All those Patriotic True Believers in Free Markets make the Wall Street/Big Bank rigged casinos work.  As they happily lose all their worldly belongings, they look for scapegoats everywhere - immigrants, Jews, blacks, socialists, liberals - everyone but the Big Banks who are sucking them dry.

But the new Liquidity Trap has a flip side.  And it lies in the safety of illiquid markets for items with intrinsic value: coins, medals, antiquities, historical documents, art, gemstones, diamonds etc.

Ironically, it is very hard to systematically manipulate the price for items for which there is no price discovery.  You can pay a trillion dollars for an original  copy of the declaration if independence - if you can find one.  But there may not be a greater fool to pass it on to.  And that purchase tells you nothing about the price at which that document will next change hands.  All you've done is acquire the document.   The same is true to varying degrees for all unique items of intrinsic value.

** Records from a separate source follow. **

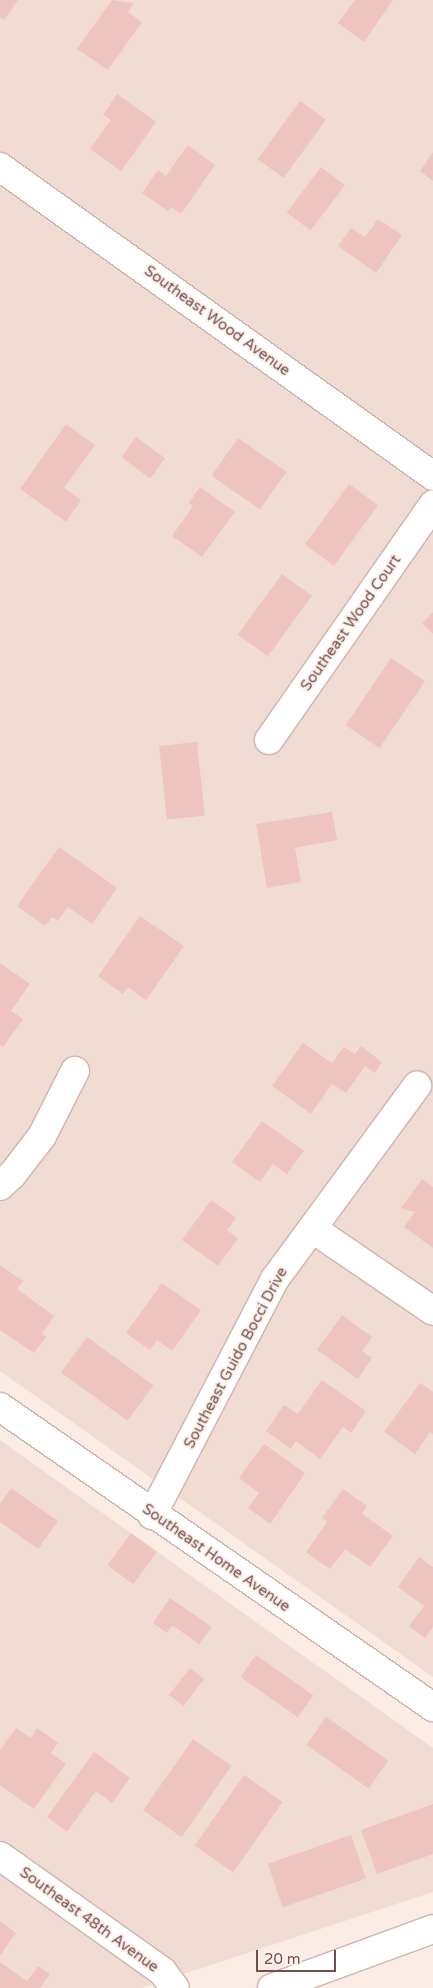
<!DOCTYPE html>
<style>
body{margin:0}
#map{position:relative;width:433px;height:1988px;overflow:hidden;background:#faece4;font-family:"Varela Round",sans-serif}
div>[style]{position:absolute}
.residential>*{inset:0;background:#f1dcd3}
.building>*{inset:0;background:#edc4be;transform-origin:0 0}
.roads{filter:drop-shadow(1px 0 #cdb4ae) drop-shadow(-1px 0 #cdb4ae) drop-shadow(0 1px #cdb4ae) drop-shadow(0 -1px #cdb4ae)}
.minor>*{height:28px;margin:-14px;padding:0 14px;transform-origin:14px;border-radius:14px;background:#fff}
span{translate:-50% -50%;white-space:nowrap;text-align:center;line-height:1.15;-webkit-text-stroke:4px #fdf0ea;paint-order:stroke}
.street-label{font-size:15px;color:#704f4c}
.scale{position:absolute;left:256px;top:1950px;width:80px;height:22px;box-sizing:border-box;border:2px solid #704f4c;border-top:0;padding-left:6px;font-size:15px;line-height:18px;white-space:nowrap;color:#704f4c;-webkit-text-stroke:4px #fdf0ea;paint-order:stroke}
</style>
<div id="map">
<div class="residential">
<i style="clip-path:polygon(0 0,433px 0,433px 1677px,0 1371px)"></i>
<i style="clip-path:polygon(0 1440px,433px 1748px,433px 1892px,141px 1988px,0 1988px)"></i>
</div>
<div class="building">
<i style="clip-path:polygon(0 0,18px 0,4px 20px,0 17px)"></i>
<i style="clip-path:polygon(112px 0,134px 3px,128px 12px,142px 22px,108px 70px,77px 49px)"></i>
<i style="clip-path:polygon(355px 0,393px 0,364px 42px,338px 23px)"></i>
<i style="clip-path:polygon(117px 94px,156px 122px,121px 171px,90px 149px,111px 120px,103px 115px)"></i>
<i style="left:300px;top:101px;width:32px;height:72px;rotate:36deg"></i>
<i style="clip-path:polygon(188px 145px,215px 165px,181px 214px,171px 207px,168px 211px,142px 193px,158px 170px,166px 176px)"></i>
<i style="clip-path:polygon(433px 152px,433px 181px,420px 171px)"></i>
<i style="left:321px;top:167px;width:30px;height:57px;rotate:37deg"></i>
<i style="clip-path:polygon(378px 219px,402px 235px,376px 273px,338px 246px,351px 228px,365px 237px)"></i>
<i style="clip-path:polygon(66px 424px,95px 445px,64px 488px,81px 500px,66px 522px,20px 489px)"></i>
<i style="left:136px;top:437px;width:36px;height:25px;rotate:36deg"></i>
<i style="left:238px;top:438px;width:59px;height:46px;rotate:35deg"></i>
<i style="left:349px;top:484px;width:36px;height:75px;rotate:36deg"></i>
<i style="clip-path:polygon(200px 487px,235px 512px,202px 557px,172px 536px,193px 506px,189px 503px)"></i>
<i style="left:282px;top:574px;width:37px;height:75px;rotate:36deg"></i>
<i style="clip-path:polygon(433px 612px,433px 634px,422px 623px)"></i>
<i style="left:391px;top:658px;width:41px;height:81px;rotate:34deg"></i>
<i style="left:197px;top:742px;width:74px;height:38px;rotate:84deg"></i>
<i style="clip-path:polygon(332px 812px,337px 840px,295px 848px,301px 882px,267px 888px,256px 824px)"></i>
<i style="clip-path:polygon(59px 847px,117px 888px,92px 924px,68px 907px,58px 921px,52px 917px,45px 926px,17px 906px)"></i>
<i style="clip-path:polygon(140px 916px,184px 946px,146px 1000px,128px 987px,123px 994px,98px 976px)"></i>
<i style="clip-path:polygon(0 963px,30px 984px,11px 1011px,23px 1019px,3px 1047px,0 1044px)"></i>
<i style="clip-path:polygon(303px 1043px,332px 1063px,344px 1047px,355px 1054px,361px 1046px,382px 1062px,375px 1073px,365px 1066px,346px 1093px,332px 1084px,311px 1114px,272px 1086px)"></i>
<i style="clip-path:polygon(262px 1121px,304px 1151px,287px 1174px,273px 1164px,260px 1182px,232px 1162px)"></i>
<i style="clip-path:polygon(422px 1179px,433px 1187px,433px 1248px,404px 1227px,415px 1212px,401px 1208px)"></i>
<i style="clip-path:polygon(211px 1200px,236px 1218px,227px 1230px,238px 1238px,218px 1266px,182px 1240px)"></i>
<i style="clip-path:polygon(0 1265px,23px 1281px,17px 1289px,54px 1316px,42px 1334px,46px 1337px,34px 1353px,0 1330px)"></i>
<i style="clip-path:polygon(162px 1283px,201px 1310px,172px 1351px,157px 1340px,150px 1350px,126px 1333px)"></i>
<i style="clip-path:polygon(342px 1315px,372px 1337px,362px 1351px,372px 1358px,358px 1379px,317px 1350px)"></i>
<i style="left:87px;top:1337px;width:82px;height:44px;rotate:36deg"></i>
<i style="clip-path:polygon(322px 1380px,366px 1411px,351px 1433px,343px 1427px,320px 1459px,296px 1441px,291px 1449px,266px 1431px,284px 1405px,298px 1414px)"></i>
<i style="clip-path:polygon(420px 1383px,433px 1392px,433px 1434px,430px 1432px,415px 1454px,384px 1432px)"></i>
<i style="clip-path:polygon(264px 1444px,305px 1473px,270px 1524px,248px 1508px,259px 1493px,239px 1478px)"></i>
<i style="clip-path:polygon(11px 1488px,58px 1521px,38px 1549px,0 1522px,0 1504px)"></i>
<i style="clip-path:polygon(343px 1489px,367px 1506px,362px 1514px,393px 1536px,370px 1567px,345px 1549px,330px 1569px,306px 1552px,327px 1522px,322px 1518px)"></i>
<i style="left:131px;top:1533px;width:32px;height:40px;rotate:36deg"></i>
<i style="clip-path:polygon(419px 1557px,433px 1567px,433px 1627px,425px 1638px,409px 1626px,424px 1606px,398px 1587px)"></i>
<i style="clip-path:polygon(170px 1598px,212px 1627px,199px 1644px,172px 1625px,167px 1633px,153px 1623px)"></i>
<i style="left:256px;top:1655px;width:70px;height:27px;rotate:35deg"></i>
<i style="left:190px;top:1668px;width:18px;height:34px;rotate:38deg"></i>
<i style="left:326px;top:1717px;width:76px;height:34px;rotate:35deg"></i>
<i style="clip-path:polygon(16px 1728px,31px 1738px,37px 1728px,58px 1743px,51px 1753px,66px 1764px,34px 1809px,0 1785px,0 1750px)"></i>
<i style="left:193px;top:1739px;width:47px;height:87px;rotate:35deg"></i>
<i style="clip-path:polygon(94px 1752px,130px 1778px,112px 1803px,96px 1791px,67px 1832px,47px 1817px)"></i>
<i style="left:244px;top:1775px;width:47px;height:86px;rotate:35deg"></i>
<i style="clip-path:polygon(433px 1804px,433px 1854px,377px 1874px,361px 1830px)"></i>
<i style="left:351px;top:1835px;width:46px;height:88px;rotate:71deg"></i>
<i style="clip-path:polygon(0 1921px,16px 1933px,0 1956px)"></i>
<i style="clip-path:polygon(0 1962px,27px 1981px,38px 1966px,50px 1974px,40px 1988px,0 1988px)"></i>
</div>
<div class="roads">
<div class="minor">
<i style="left:0;top:167px;width:532px;rotate:35.51deg"></i>
<i style="left:269px;top:740px;width:287px;rotate:-55.1deg"></i>
<i style="left:0;top:1186px;width:16px;rotate:-43deg"></i>
<i style="left:12px;top:1175px;width:49px;rotate:-52.4deg"></i>
<i style="left:42px;top:1136px;width:73px;rotate:-63.1deg"></i>
<i style="left:313px;top:1229px;width:145px;rotate:34.3deg"></i>
<i style="left:0;top:1407px;width:527px;rotate:34.72deg"></i>
<i style="left:152px;top:1515px;width:266px;rotate:-62.5deg"></i>
<i style="left:275px;top:1279px;width:240px;rotate:-53.7deg"></i>
<i style="left:0;top:1856px;width:199px;rotate:35.4deg"></i>
<i style="left:162px;top:1971px;width:21px;rotate:53deg"></i>
<i style="left:272px;top:1988px;width:171px;rotate:-20.1deg"></i>
</div>
</div>
<div class="street-label">
<span style="left:217px;top:321px;rotate:36deg">Southeast Wood Avenue</span>
<span style="left:351px;top:623px;rotate:-55deg">Southeast Wood Court</span>
<span style="left:236px;top:1358px;rotate:-62deg">Southeast Guido Bocci Drive</span>
<span style="left:216px;top:1558px;rotate:35deg">Southeast Home Avenue</span>
<span style="left:89px;top:1920px;rotate:36deg">Southeast 48th Avenue</span>
</div>
<div class="scale">20 m</div>
</div>
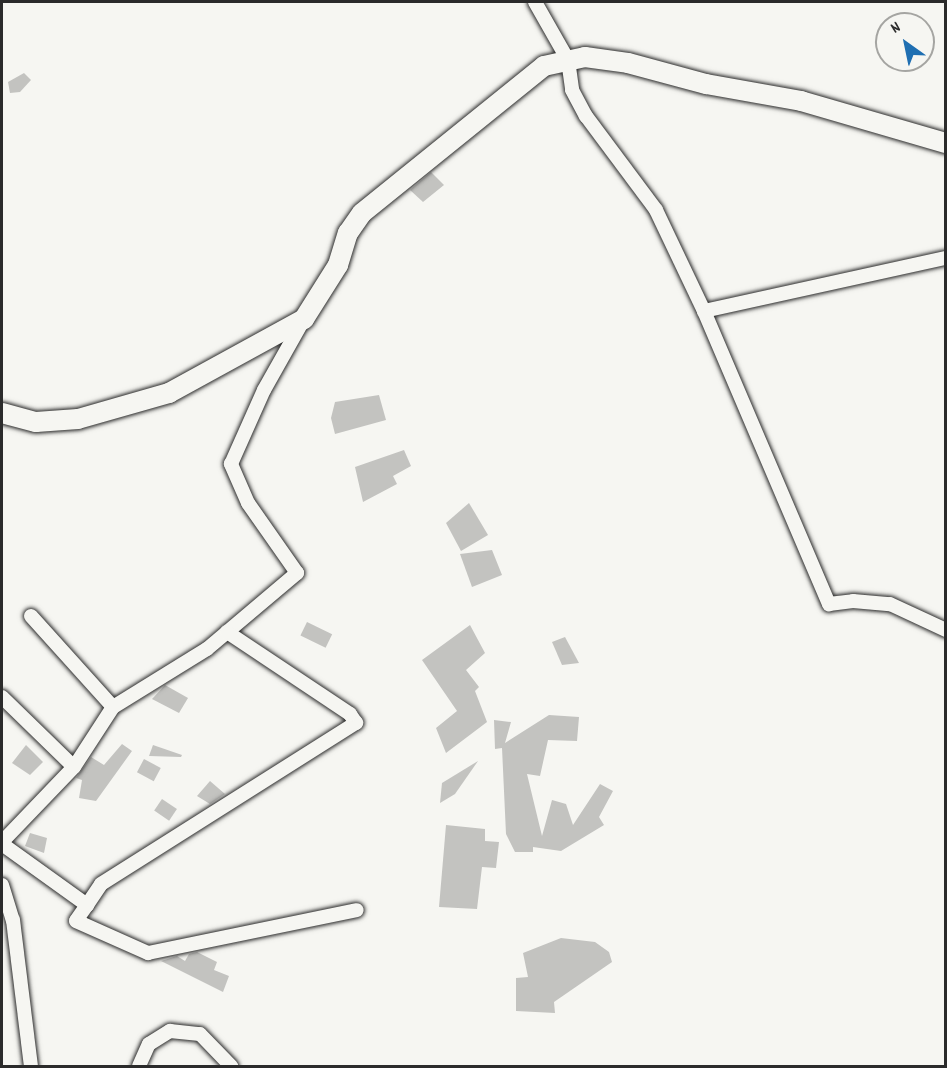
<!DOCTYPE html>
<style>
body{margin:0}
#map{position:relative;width:947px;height:1068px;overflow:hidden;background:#f6f6f2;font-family:Dekko,sans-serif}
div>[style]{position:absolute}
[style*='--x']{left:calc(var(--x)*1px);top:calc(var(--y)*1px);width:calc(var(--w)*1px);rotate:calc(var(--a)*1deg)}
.building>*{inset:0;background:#c3c3c0;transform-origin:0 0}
.roads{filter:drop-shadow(0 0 2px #2b2b2b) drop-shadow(0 0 2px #2b2b2b)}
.street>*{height:14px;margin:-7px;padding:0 7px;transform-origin:7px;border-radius:7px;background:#f6f6f2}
.secondary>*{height:20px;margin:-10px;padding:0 10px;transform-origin:10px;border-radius:10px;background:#f6f6f2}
span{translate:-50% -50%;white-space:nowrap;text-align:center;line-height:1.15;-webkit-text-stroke:4.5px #f6f6f2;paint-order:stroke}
.frame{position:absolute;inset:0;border:3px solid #2b2b2b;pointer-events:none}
.north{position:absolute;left:875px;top:12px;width:60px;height:60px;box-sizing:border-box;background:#f6f6f2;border:2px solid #a5a5a2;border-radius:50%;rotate:327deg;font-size:16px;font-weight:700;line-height:24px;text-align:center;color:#2b2b2b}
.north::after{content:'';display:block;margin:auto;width:21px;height:27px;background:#1f6fb2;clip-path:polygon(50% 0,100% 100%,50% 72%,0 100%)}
</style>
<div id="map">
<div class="building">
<div style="clip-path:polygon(24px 73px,31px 80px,20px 92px,10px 93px,8px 82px)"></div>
<div style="clip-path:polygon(431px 172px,444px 185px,423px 202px,410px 190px)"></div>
<div style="clip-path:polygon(379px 395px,386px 420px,335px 434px,331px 418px,335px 402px)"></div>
<div style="clip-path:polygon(404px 450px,411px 466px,393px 476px,397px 484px,363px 502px,355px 467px)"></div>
<div style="clip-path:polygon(469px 503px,488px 535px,461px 551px,446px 523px)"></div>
<div style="clip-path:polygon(492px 550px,502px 575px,472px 587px,460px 554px)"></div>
<div style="left:307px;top:622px;width:28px;height:15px;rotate:26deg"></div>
<div style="clip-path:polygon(470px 625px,485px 653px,466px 670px,479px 687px,475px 691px,487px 722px,446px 753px,436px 728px,457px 711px,422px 660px)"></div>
<div style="clip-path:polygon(565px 637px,579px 663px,562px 665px,552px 642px)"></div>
<div style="clip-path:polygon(165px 685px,188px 698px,179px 713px,152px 699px)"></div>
<div style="clip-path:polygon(549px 715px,579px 717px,577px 741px,548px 740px,540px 776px,527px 774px,542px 836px,552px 800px,566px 804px,573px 825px,600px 784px,613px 791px,599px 817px,604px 825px,561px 851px,533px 847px,533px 852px,515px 852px,506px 834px,502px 748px,495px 749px,494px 720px,511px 722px,505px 743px)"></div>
<div style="clip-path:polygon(122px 744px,132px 751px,96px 801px,79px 798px,82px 780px,76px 778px,91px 757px,104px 765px)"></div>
<div style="clip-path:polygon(26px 745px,43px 762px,30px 775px,12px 763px)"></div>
<div style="clip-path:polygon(153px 745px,182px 755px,181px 757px,149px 756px)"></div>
<div style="left:144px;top:759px;width:19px;height:15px;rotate:28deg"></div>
<div style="clip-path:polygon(478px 761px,455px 794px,440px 803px,442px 783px)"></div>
<div style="clip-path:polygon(210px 781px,225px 794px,210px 804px,197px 796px)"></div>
<div style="left:162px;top:799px;width:18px;height:14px;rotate:34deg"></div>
<div style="clip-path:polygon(446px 825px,485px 829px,485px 841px,499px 842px,496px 868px,482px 867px,477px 909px,439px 907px)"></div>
<div style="clip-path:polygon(30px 833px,47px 838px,44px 853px,25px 846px)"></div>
<div style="clip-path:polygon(561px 938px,595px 942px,609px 952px,612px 962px,554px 1002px,555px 1013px,516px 1011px,516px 978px,528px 977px,523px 953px)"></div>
<div style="clip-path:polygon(197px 952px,217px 962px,214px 970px,229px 976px,223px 992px,161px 961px,177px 956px,185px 961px,189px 954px)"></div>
</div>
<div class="roads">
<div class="street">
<div style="--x:535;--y:2;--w:67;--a:60.4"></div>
<div style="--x:568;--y:60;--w:30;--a:82"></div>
<div style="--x:572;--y:90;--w:30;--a:62"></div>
<div style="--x:586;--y:116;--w:117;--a:53.3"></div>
<div style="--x:656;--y:210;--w:112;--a:64.6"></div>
<div style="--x:704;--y:311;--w:319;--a:66.9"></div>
<div style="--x:829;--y:604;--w:24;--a:-7"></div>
<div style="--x:853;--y:601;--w:37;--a:5"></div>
<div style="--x:890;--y:604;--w:62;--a:24.9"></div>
<div style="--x:704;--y:311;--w:248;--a:-12.4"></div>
<div style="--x:31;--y:616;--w:122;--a:48"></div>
<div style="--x:2;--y:697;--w:100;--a:44.2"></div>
<div style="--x:2;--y:842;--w:104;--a:-46.2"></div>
<div style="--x:74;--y:767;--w:72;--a:-57"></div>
<div style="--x:113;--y:707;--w:110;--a:-31.7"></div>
<div style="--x:207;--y:649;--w:118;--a:-40.2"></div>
<div style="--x:297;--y:573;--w:85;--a:-125"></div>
<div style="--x:248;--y:503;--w:43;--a:-113.6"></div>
<div style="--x:231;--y:464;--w:81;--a:-66"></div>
<div style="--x:264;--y:390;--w:81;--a:-60.6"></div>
<div style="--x:2;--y:844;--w:105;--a:35.7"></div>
<div style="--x:87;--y:905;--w:19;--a:125"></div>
<div style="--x:76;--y:921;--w:79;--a:24"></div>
<div style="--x:148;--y:953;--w:213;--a:-11.6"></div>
<div style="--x:2;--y:885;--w:37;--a:73"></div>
<div style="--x:13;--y:920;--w:147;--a:83"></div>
<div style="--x:87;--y:905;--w:25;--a:-56"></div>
<div style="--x:101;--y:884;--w:302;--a:-32.3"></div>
<div style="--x:356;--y:723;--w:11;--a:-124"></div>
<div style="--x:350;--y:714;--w:148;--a:-146.3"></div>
<div style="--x:139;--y:1066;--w:24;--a:-66"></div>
<div style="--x:149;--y:1044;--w:25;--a:-32"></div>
<div style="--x:170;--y:1031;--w:30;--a:6"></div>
<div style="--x:200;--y:1034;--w:45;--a:45.9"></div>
</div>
<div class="secondary">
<div style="--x:2;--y:413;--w:35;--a:15"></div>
<div style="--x:36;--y:422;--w:42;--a:-4.1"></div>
<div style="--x:78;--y:419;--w:95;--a:-15.9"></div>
<div style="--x:169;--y:393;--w:154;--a:-28.7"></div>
<div style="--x:304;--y:319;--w:64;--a:-57.8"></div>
<div style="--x:338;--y:265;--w:34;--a:-73"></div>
<div style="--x:348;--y:233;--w:24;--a:-55"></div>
<div style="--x:362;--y:213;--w:234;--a:-38.9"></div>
<div style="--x:544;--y:66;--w:42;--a:-12.4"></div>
<div style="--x:585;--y:57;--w:43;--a:7.9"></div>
<div style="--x:628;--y:63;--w:81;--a:15.1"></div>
<div style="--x:706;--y:84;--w:97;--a:10.1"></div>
<div style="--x:801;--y:101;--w:151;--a:16.2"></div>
</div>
</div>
<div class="frame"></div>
<div class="north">N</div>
</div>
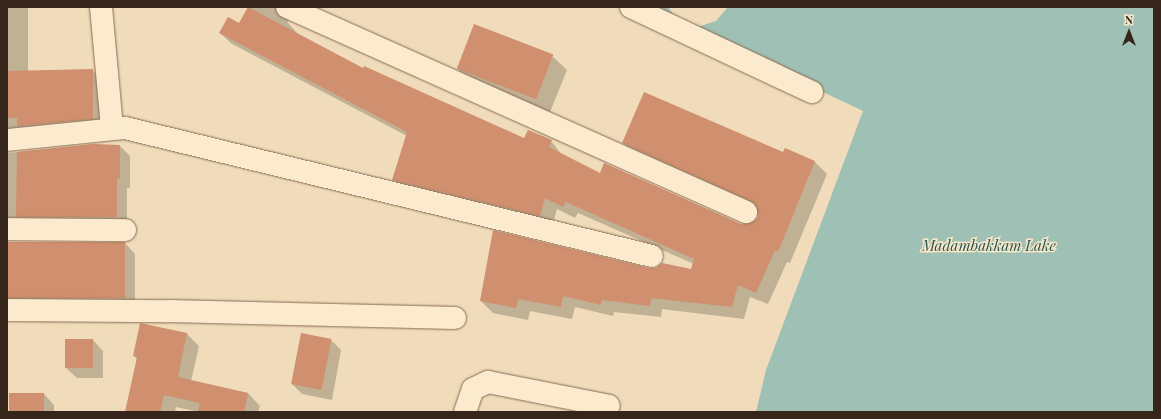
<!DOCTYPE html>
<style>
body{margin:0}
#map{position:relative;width:1161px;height:419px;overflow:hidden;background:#f0dcba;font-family:"Playfair Display",serif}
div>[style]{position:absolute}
.water>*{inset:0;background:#9fc0b4}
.shadow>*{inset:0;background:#0003}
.building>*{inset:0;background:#d08f6e;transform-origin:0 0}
.roads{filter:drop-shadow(0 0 1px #876b54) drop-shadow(0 0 1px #876b54)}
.street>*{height:22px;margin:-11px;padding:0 11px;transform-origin:11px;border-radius:11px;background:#fbeacd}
span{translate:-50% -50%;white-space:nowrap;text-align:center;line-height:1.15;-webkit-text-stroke:3px #f7e7ca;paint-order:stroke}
.water-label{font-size:15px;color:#285650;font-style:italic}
.frame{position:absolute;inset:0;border:8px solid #35251a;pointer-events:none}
.north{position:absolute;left:1109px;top:12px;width:40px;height:40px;-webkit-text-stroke:3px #f7e7ca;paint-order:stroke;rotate:0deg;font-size:11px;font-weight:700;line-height:16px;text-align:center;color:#35251a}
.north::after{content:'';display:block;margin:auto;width:14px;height:18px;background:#35251a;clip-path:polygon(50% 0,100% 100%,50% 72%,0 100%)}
</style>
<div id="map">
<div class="water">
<i style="clip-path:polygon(643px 7px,668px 7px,676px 18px,697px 27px,716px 21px,728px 7px,1154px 7px,1154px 412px,756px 412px,766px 370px,863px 111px)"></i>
</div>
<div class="shadow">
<i style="clip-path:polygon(7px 7px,28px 7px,28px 72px,92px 70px,103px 80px,103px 129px,7px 144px)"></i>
<i style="clip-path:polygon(248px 7px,297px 7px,287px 14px,288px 23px,298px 34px,364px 70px,525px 139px,551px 141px,562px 155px,600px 174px,741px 224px,748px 225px,758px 218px,759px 210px,635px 154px,623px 143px,783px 153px,785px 149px,815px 162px,827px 174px,790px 263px,787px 262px,768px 304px,750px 297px,744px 319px,662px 309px,661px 317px,614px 312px,613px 316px,575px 307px,572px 319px,530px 311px,528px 320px,493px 313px,481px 301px,649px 269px,692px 271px,694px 264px,578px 213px,575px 218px,557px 209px,552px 227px,405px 192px,393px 180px,407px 136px,232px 44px,220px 33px,239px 24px)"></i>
<i style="clip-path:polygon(552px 56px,567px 70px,548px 117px,471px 83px,457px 68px)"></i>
<i style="clip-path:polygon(93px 145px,120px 146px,130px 156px,130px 188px,127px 188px,127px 227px,7px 232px,7px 153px)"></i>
<i style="clip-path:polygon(7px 242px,125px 243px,135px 254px,135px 308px,7px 314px)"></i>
<i style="clip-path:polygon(187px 334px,199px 346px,191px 381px,248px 393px,260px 406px,258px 412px,199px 412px,176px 407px,175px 412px,126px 412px,138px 360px,134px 356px)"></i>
<i style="clip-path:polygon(66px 340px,93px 340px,103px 351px,103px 378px,77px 378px,66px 368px)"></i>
<i style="clip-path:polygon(331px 340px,341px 350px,332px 400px,302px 394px,292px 384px)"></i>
<i style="clip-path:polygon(44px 394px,54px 405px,54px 412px,7px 412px)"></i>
</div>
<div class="building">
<i style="clip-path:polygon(248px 7px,363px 68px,364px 66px,524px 138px,528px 130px,552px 140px,549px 147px,600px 173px,604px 163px,741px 224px,753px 222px,758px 217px,756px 205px,751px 201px,622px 143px,644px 92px,783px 152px,785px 148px,815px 161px,778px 252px,775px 250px,756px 293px,738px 285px,732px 307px,651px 298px,650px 306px,602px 300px,601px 305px,563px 296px,561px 307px,518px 299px,516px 308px,480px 301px,493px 230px,649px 268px,656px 268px,662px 263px,691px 269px,694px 259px,566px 202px,563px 207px,545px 198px,540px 216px,392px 180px,407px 132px,219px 33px,228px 17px,239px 23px)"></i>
<i style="left:474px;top:24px;width:85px;height:48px;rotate:21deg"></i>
<i style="clip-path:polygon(93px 69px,93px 119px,17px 126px,17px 118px,7px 118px,7px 71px)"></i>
<i style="clip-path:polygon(93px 144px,120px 145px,120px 178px,117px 178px,117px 217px,16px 217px,17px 152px)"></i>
<i style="left:7px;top:242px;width:118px;height:56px"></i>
<i style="clip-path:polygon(140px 323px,187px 333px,178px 377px,248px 393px,244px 412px,198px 412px,200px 403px,164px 395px,160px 412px,125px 412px,137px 357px,133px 356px)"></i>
<i style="left:301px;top:333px;width:31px;height:52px;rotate:11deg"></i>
<i style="left:65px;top:339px;width:28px;height:29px"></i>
<i style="left:9px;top:393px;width:35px;height:19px"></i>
</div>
<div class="roads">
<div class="street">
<i style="left:101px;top:7px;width:122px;rotate:84.8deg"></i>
<i style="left:287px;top:7px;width:503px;rotate:24.07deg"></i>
<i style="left:631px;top:7px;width:200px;rotate:25.2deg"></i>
<i style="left:7px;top:140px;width:119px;rotate:-5.8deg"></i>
<i style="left:125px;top:128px;width:542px;rotate:13.65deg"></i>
<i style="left:7px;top:229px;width:118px;rotate:0.5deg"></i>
<i style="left:7px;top:310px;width:162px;rotate:0.4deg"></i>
<i style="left:169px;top:311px;width:286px;rotate:1.4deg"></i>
<i style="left:465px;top:412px;width:24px;rotate:-71deg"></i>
<i style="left:473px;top:389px;width:17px;rotate:-25deg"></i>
<i style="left:488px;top:382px;width:123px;rotate:11.2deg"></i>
</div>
</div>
<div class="water-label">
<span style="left:989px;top:246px">Madambakkam Lake</span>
</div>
<div class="frame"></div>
<div class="north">N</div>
</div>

So, if there is no price discovery, how are these items stores of value?

Because those who work at understanding these markets, those who know how many of each item might exist, how similar items are valued, where these items change hands, how these items change hands and how they are valued in comparison to other items of intrinsic value - can get  a pretty good idea of the reasonable range of value for any given item.

In other words Price Discovery is extraordinarily Knowledge Intensive, rather than Volume Intensive.  Therefor there is no advantage for the  Big Banks.  Yet there is a large Global Market for these items.

Take the Dekadrachm pictured above.  It sold recently for two and half million dollars?  Was this a fair price?  Will it hold its value?  I'd say yes.  What would you say?

Protect yourself.  Learn about these markets.